"Minho!" Gördüğü sevgilisine heyecanla koşup beline sarıldığında gülümsedi Minho. "Jisung, bekle, ağlıyor musun?"

"Beş dakika dedin ve telefonunu bende bırakıp gittin. Bir şey oldu sandım ama nereye gittiğini göremediğim için peşinden gelemedim, aptal." Jisung geri çekilip gözlerinden düşen birer damlayı silip Minho'ya baktı dik dik. "Neredeydin?"

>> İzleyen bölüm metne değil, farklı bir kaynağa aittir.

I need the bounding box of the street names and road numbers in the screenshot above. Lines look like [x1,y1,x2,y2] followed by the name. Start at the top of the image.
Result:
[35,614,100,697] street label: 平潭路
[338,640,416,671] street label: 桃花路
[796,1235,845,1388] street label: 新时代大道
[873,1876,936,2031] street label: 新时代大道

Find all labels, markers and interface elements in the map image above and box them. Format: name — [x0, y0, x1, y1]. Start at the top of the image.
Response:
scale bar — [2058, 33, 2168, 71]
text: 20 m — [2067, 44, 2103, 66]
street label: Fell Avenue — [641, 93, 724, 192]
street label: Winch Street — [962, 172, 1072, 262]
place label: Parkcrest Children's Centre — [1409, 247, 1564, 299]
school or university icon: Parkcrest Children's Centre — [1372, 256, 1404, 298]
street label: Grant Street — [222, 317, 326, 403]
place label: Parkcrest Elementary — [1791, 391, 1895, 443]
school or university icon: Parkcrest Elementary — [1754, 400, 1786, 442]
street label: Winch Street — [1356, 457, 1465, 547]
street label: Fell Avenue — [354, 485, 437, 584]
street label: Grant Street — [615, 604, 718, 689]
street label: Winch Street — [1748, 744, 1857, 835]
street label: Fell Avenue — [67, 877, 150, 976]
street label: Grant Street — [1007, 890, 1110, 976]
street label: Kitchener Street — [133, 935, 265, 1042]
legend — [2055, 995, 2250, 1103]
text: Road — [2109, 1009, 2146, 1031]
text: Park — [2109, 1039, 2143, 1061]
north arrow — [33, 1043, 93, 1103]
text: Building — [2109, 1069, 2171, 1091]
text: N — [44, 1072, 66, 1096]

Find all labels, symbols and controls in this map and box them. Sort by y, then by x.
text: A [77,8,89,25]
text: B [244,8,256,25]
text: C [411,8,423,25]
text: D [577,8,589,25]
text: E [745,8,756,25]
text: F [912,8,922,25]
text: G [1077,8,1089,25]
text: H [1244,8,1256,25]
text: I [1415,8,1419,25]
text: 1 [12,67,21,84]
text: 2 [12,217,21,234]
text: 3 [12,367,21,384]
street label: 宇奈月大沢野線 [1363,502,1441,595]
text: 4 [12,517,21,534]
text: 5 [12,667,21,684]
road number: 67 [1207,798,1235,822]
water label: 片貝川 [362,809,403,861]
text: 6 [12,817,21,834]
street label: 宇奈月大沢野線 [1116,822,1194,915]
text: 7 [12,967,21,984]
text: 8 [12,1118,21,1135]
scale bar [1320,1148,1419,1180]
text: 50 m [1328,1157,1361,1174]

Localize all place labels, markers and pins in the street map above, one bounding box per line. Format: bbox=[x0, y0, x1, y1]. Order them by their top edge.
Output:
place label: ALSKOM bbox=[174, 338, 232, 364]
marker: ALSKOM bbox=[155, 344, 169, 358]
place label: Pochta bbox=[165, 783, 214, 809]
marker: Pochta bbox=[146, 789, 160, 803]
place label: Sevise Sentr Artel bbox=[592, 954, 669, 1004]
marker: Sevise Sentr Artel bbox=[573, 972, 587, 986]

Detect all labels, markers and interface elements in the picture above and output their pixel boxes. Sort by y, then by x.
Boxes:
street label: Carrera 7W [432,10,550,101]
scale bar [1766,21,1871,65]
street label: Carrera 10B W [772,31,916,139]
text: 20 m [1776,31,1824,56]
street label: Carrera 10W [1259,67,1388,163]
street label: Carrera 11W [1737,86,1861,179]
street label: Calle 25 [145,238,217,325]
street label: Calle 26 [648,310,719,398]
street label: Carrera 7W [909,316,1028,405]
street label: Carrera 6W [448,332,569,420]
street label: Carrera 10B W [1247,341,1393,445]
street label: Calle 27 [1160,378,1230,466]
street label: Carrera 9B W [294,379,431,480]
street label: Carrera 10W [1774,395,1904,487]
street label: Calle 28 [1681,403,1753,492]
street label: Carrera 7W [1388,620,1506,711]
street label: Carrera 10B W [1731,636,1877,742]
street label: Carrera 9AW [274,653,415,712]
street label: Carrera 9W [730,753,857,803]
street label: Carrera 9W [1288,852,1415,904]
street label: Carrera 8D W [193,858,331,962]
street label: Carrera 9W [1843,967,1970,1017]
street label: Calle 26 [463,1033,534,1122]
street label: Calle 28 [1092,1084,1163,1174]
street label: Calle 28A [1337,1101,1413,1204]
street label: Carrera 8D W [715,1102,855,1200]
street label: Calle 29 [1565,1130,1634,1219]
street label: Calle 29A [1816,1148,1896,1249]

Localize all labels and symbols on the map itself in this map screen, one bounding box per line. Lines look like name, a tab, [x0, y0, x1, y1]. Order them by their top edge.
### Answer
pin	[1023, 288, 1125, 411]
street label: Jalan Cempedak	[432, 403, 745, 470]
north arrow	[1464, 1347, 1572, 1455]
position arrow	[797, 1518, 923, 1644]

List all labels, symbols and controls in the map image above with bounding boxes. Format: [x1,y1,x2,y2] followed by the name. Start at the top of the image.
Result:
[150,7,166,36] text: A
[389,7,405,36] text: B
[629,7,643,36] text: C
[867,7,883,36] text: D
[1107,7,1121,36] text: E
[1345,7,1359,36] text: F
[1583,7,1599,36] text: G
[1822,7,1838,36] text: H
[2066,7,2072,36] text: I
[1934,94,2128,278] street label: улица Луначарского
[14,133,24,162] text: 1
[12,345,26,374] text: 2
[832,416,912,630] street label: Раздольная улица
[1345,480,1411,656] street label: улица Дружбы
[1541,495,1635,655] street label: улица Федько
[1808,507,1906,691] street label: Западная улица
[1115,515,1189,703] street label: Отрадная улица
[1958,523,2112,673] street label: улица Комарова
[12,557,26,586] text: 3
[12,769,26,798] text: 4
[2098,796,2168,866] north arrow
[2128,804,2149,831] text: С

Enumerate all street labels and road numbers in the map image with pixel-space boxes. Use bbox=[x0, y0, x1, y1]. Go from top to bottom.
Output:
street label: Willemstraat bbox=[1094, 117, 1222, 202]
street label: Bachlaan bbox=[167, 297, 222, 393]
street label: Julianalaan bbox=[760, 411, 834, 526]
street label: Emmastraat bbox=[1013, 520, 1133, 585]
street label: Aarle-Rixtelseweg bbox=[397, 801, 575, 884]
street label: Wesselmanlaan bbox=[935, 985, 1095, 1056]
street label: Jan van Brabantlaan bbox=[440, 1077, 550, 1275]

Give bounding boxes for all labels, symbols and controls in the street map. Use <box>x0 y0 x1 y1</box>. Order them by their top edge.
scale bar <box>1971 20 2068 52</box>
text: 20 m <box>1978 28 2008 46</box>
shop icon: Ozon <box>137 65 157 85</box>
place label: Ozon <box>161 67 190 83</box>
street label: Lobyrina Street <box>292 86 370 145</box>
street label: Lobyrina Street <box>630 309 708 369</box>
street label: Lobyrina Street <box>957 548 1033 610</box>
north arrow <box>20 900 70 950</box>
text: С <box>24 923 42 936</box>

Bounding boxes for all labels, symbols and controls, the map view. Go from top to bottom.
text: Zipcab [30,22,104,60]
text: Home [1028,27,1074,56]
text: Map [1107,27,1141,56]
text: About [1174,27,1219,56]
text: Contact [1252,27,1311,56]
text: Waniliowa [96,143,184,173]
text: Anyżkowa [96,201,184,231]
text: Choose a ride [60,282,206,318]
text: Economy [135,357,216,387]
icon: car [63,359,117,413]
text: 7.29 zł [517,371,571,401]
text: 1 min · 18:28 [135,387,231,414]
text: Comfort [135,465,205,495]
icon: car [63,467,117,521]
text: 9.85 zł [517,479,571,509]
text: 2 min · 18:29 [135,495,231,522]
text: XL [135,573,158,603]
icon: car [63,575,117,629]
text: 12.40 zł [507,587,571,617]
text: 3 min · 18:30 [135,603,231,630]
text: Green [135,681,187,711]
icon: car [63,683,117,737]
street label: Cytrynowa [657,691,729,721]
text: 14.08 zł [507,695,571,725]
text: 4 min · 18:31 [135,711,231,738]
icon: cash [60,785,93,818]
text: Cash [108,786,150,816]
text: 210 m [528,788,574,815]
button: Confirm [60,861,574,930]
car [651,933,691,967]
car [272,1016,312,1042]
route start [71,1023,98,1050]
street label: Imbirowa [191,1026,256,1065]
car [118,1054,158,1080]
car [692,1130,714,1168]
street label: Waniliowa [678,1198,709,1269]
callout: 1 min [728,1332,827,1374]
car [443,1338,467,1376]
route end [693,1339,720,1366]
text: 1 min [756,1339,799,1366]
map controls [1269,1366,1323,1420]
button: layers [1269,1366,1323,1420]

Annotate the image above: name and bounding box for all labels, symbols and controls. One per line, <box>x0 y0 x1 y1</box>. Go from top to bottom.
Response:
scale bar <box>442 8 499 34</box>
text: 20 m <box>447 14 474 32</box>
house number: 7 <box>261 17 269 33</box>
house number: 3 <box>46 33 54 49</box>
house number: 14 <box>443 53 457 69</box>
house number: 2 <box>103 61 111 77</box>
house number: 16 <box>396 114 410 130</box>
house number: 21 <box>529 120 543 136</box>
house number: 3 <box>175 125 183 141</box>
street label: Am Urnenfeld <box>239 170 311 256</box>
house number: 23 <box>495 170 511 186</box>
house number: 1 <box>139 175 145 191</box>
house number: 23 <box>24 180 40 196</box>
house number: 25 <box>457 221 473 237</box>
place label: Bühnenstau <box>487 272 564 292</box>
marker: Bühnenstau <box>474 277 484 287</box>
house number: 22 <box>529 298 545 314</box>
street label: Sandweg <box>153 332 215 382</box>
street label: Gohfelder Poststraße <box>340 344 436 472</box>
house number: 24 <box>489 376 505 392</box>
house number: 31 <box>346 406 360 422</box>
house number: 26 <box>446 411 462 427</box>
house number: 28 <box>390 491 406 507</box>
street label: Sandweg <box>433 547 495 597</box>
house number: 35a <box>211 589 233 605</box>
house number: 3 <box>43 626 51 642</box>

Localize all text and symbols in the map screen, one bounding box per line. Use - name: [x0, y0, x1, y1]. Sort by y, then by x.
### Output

"Sana dondurma buldum." Elindeki paketi sevgilisine uzattığında Jisung boynuna sıkıca sarıldı.

"Neden beni götürmedin?"

"Yorulmuştun, keşke telefonumu alsaydım. Özür dilerim." Jisung geri çekilip sevgilisinin elindeki dondurmayı işaret etti.

"Açar mısın?"

"Açayım." Paketi açıp çubuğu sevgilisinin eline bıraktıktan sonra Jisung'ın elini tutmuş onunla beraber az önce kalktığı banka gitmişti. Banka oturduklarında hafif çapraz oturmuştu. Jisung da onun göğsüne yaslanıp dondurmasının çikolatasını kırdıktan sonra emmeye başlamıştı. Elindeki dondurmayı dönüp Minho'ya uzattı.

"Yiyecek misin?"

"Dön bakayım sen." Jisung tamamen ona döndüğünde Minho sevgilisinin dudağını öptü.

"Güzelmiş tadı."

"Böyle gönlümü alacağını düşünüyorsan, doğru düşünüyorsun." Gülerek dondurmasından biraz daha emdi.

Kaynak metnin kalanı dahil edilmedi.